Ironically, it seems the military is learning faster and more broadly that peace is for professionals. In general, it has been changing, as one observer has noted, "from a force of confrontation to one of cooperation," finding it more advantageous to work indirectly through U.S. civilian agencies, NGOs, the United Nations, and civil society organizations to perform peace-building and stability tasks — that is, with civilians who are more capable than before and better suited for these tasks. Most pathways to peace call for Birkenstocks rather than boots on the ground. Besides, done correctly, they preserve blood and treasure in a 21st-century strategic application of the martial principle known as "economy of force."

But civilian organizations can’t do this work alone. Peace-building is, in practice, applied national strategy. It is the whole-of-society approach to the whole-of-society challenges that we must increasingly face and one where the resources needed to find a solution can be found in both government agencies and the private sector.
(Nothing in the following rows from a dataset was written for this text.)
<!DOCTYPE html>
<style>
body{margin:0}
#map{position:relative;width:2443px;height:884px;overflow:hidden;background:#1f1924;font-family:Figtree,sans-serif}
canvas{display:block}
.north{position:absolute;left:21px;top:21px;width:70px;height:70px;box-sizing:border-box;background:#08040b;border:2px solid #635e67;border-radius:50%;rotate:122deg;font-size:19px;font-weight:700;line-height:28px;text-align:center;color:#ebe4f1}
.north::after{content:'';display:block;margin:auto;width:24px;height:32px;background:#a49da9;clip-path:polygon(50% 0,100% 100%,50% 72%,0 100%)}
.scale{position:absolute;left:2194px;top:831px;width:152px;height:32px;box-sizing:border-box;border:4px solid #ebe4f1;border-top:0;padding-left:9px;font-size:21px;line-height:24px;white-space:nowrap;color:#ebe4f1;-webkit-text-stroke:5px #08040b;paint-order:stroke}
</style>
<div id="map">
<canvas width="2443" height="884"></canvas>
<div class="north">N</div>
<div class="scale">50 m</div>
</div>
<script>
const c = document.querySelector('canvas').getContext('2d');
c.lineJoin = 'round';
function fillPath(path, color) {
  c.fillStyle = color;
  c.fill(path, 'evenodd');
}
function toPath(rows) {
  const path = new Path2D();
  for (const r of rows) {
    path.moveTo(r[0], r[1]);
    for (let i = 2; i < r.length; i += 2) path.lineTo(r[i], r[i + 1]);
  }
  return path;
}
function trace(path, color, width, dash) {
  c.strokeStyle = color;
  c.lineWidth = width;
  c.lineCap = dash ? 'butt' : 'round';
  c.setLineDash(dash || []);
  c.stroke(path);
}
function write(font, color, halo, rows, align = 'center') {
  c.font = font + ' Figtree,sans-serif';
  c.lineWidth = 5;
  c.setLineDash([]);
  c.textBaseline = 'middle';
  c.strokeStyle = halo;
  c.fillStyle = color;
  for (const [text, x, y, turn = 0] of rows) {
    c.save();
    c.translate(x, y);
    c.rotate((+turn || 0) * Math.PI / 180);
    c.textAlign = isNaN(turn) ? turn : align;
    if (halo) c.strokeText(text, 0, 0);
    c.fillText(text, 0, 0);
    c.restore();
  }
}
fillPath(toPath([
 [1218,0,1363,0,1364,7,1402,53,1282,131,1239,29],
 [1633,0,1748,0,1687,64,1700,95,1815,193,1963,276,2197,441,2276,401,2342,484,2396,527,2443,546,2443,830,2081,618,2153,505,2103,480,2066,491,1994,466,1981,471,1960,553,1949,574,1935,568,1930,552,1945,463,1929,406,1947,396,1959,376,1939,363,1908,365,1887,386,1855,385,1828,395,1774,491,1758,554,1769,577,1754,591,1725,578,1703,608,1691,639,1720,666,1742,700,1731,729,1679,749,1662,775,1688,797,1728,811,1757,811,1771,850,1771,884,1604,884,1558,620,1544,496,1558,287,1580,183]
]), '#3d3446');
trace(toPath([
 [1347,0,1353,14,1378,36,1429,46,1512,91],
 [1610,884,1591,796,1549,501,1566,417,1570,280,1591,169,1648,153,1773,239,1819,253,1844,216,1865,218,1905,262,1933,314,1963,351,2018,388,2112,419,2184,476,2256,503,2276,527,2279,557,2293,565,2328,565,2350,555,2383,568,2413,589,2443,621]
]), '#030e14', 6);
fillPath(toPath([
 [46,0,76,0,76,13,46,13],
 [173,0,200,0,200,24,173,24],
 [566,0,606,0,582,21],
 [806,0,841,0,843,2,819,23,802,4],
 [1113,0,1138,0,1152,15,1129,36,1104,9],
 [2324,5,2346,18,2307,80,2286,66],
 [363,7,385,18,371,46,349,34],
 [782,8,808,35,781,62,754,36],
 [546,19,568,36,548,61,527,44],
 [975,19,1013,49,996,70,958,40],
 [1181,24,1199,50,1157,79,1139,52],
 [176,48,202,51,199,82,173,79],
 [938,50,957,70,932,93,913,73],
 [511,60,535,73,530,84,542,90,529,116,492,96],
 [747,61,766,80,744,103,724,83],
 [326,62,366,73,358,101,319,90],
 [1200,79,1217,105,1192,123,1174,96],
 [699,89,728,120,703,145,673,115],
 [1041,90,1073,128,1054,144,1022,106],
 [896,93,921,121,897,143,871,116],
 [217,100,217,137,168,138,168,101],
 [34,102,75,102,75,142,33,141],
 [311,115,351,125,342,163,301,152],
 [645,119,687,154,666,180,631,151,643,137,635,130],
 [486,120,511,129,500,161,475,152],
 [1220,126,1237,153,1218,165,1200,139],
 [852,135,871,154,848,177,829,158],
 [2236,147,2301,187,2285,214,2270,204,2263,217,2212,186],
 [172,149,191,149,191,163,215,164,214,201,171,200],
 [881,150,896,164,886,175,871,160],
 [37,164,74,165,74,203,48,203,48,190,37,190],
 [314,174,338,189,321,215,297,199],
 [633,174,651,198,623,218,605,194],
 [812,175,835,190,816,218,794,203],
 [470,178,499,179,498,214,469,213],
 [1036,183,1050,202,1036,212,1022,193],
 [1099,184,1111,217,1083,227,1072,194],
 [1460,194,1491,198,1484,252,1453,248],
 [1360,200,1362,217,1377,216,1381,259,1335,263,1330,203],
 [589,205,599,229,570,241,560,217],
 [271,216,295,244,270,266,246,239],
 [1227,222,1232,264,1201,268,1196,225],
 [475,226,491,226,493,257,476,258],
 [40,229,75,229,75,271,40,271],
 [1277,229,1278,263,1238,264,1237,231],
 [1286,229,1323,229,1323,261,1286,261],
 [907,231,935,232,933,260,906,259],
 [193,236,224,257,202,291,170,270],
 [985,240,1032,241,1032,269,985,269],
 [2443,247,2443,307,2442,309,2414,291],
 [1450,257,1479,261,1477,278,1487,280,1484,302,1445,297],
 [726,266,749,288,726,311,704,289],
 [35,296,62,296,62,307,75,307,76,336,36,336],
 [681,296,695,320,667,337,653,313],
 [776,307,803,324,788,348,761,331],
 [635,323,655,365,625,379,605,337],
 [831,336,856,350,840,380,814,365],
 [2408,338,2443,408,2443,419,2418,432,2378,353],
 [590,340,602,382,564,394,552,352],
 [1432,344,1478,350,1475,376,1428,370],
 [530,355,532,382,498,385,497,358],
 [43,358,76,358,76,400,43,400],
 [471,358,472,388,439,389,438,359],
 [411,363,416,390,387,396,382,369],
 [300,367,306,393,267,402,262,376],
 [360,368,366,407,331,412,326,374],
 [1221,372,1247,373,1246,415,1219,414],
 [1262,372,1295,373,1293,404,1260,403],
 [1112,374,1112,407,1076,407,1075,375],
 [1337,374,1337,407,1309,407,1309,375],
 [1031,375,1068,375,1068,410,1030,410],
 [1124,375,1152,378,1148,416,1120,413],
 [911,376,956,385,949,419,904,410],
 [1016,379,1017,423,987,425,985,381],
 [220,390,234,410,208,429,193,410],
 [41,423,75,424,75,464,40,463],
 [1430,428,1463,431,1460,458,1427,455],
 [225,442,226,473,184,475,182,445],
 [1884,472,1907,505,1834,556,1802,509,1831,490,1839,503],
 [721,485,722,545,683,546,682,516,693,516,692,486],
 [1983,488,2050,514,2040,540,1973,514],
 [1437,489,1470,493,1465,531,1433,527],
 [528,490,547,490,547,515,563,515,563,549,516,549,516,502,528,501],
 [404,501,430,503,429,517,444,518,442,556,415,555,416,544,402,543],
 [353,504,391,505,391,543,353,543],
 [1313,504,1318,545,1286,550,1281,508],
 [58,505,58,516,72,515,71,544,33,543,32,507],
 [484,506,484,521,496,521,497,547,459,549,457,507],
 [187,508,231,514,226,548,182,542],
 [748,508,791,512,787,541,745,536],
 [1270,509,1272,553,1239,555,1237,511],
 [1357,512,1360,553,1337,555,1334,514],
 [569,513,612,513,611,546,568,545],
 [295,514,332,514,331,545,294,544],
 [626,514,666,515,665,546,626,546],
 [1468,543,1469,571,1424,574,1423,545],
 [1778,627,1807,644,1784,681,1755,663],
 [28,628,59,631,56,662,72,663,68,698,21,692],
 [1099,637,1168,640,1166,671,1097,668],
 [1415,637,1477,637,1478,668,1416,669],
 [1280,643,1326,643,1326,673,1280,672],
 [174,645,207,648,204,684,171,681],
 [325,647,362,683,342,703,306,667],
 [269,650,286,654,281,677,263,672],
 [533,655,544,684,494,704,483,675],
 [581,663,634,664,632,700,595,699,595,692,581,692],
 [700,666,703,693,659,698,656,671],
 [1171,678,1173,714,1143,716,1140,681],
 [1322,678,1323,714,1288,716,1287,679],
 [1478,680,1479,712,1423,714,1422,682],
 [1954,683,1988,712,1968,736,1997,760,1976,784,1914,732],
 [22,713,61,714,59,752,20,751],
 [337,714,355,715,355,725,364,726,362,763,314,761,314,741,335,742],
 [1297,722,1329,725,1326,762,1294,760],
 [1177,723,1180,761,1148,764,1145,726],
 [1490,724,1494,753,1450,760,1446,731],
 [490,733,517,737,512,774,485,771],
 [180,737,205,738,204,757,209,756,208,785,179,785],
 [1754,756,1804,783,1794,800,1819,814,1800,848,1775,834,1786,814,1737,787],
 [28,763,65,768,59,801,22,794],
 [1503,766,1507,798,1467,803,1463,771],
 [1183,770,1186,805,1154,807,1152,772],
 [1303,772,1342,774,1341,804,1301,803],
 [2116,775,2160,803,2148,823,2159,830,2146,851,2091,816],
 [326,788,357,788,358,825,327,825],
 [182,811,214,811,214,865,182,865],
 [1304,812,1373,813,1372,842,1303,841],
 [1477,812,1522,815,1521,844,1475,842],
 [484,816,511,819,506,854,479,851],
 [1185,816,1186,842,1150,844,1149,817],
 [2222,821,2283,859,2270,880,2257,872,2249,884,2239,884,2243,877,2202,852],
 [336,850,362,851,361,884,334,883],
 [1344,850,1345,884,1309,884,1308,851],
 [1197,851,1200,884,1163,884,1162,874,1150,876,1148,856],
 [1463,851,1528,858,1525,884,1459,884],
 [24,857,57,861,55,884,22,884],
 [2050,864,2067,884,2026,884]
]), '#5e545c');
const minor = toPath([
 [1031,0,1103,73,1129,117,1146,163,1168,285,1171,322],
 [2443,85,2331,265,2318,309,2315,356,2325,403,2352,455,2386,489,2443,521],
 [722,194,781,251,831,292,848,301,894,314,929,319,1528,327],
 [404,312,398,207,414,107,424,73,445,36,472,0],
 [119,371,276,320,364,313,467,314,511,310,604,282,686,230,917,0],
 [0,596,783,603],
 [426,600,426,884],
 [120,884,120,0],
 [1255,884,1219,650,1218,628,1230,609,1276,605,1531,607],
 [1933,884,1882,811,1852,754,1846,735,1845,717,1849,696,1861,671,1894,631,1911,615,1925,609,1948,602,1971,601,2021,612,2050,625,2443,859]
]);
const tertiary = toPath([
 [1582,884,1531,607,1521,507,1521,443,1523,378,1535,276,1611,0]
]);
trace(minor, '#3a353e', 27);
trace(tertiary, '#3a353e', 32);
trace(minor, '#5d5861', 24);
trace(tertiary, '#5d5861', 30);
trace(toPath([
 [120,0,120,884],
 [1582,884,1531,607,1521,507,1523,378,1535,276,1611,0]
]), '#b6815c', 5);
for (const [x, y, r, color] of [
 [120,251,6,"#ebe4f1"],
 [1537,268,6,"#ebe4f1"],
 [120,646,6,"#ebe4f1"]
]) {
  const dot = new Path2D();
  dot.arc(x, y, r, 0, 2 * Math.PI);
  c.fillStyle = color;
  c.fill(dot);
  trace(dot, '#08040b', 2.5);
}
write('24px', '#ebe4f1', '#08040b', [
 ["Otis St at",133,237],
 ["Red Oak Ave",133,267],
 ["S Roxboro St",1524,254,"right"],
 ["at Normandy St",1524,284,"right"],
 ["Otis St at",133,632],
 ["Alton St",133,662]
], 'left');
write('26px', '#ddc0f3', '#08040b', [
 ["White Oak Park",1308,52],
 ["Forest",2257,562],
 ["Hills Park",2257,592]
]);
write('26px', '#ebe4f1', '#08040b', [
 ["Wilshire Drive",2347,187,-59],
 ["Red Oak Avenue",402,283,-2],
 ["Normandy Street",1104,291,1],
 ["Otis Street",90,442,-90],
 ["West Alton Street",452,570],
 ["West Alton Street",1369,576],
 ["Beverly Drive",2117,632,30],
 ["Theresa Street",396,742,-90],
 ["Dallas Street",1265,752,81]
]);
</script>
As New America Foundation President Anne-Marie Slaughter has explained:

The most effective strategy for addressing transnational or global problems involves mixed networks of public, private and civic actors created under the rubric of public-private partnerships, global alliances, global campaigns or collaborative networks. Although not a panacea, such arrangements can stretch scarce government resources and ensure that they leverage other contributions of money, expertise and other in-kind resources.

If the United States wants peace, it has to plan, organize, and most of all resource for peace at least as seriously as it does for war. This requires more than rebalancing rather than reducing funding for diplomacy and development versus defense. As Schake explained, the State Department and USAID must more seriously and systemically manage foreign service officers and other professionals in "smart power," educate and train them, and use them more wisely in the field.

This effort calls for even more than "a comprehensive rethinking of U.S. foreign assistance and security interests," as the Alliance for Peacebuilding recommended for the Foreign Assistance Act — which, like the National Security Act, hasn’t been updated since the early days of the Cold War.

The good news is that it may not be a resource-intensive as we think. "It’s not as much an issue of capacity as it is about organization, structure, and authorities," said Stuart Bowen Jr., who headed of the Office of the Special Inspector General for Iraq Reconstruction (SIGIR) for nearly 10 years. Based on SIGIR’s recommendations, a group of Congress members led by Rep. Steve Stockman (R-Texas) responded last summer to this need for "smart power" by calling for the establishment of the United States Office for Contingency Operations, which would establish a single, whole-of-government point of authority for funding and direction of stabilization and reconstruction operations. They have a steep uphill climb, though, and so far their efforts have gone nowhere.

"Whatever it turns out to be, this kind of reform needs champions," Bowen told me, "as there was for Goldwater-Nichols."

Ultimately, the United States has to prove it is as committed to its competence for peace as it is for security. Deeds much match words, and actions must reflect values — and the service and sacrifice of diplomats and aid workers should be as honored as that of soldiers. If not, James Madison’s warning that "no nation could preserve its freedom in the midst of continual warfare" will be a self-fulfilling prophecy and the United States will continue to forfeit its moral as well as its material right to lead.

It’s not just the White House and Congress that must treat the profession of peace as sincerely as the profession of arms. It’s the people who send them there. As the Project on National Security Reform realized, "It takes a nation to fix a government."

Christopher Holshek, a retired U.S. Army civil affairs colonel, is a senior fellow at the Alliance for Peacebuilding and author of Travels with Harley: Journeys in Search of Personal and National Identity.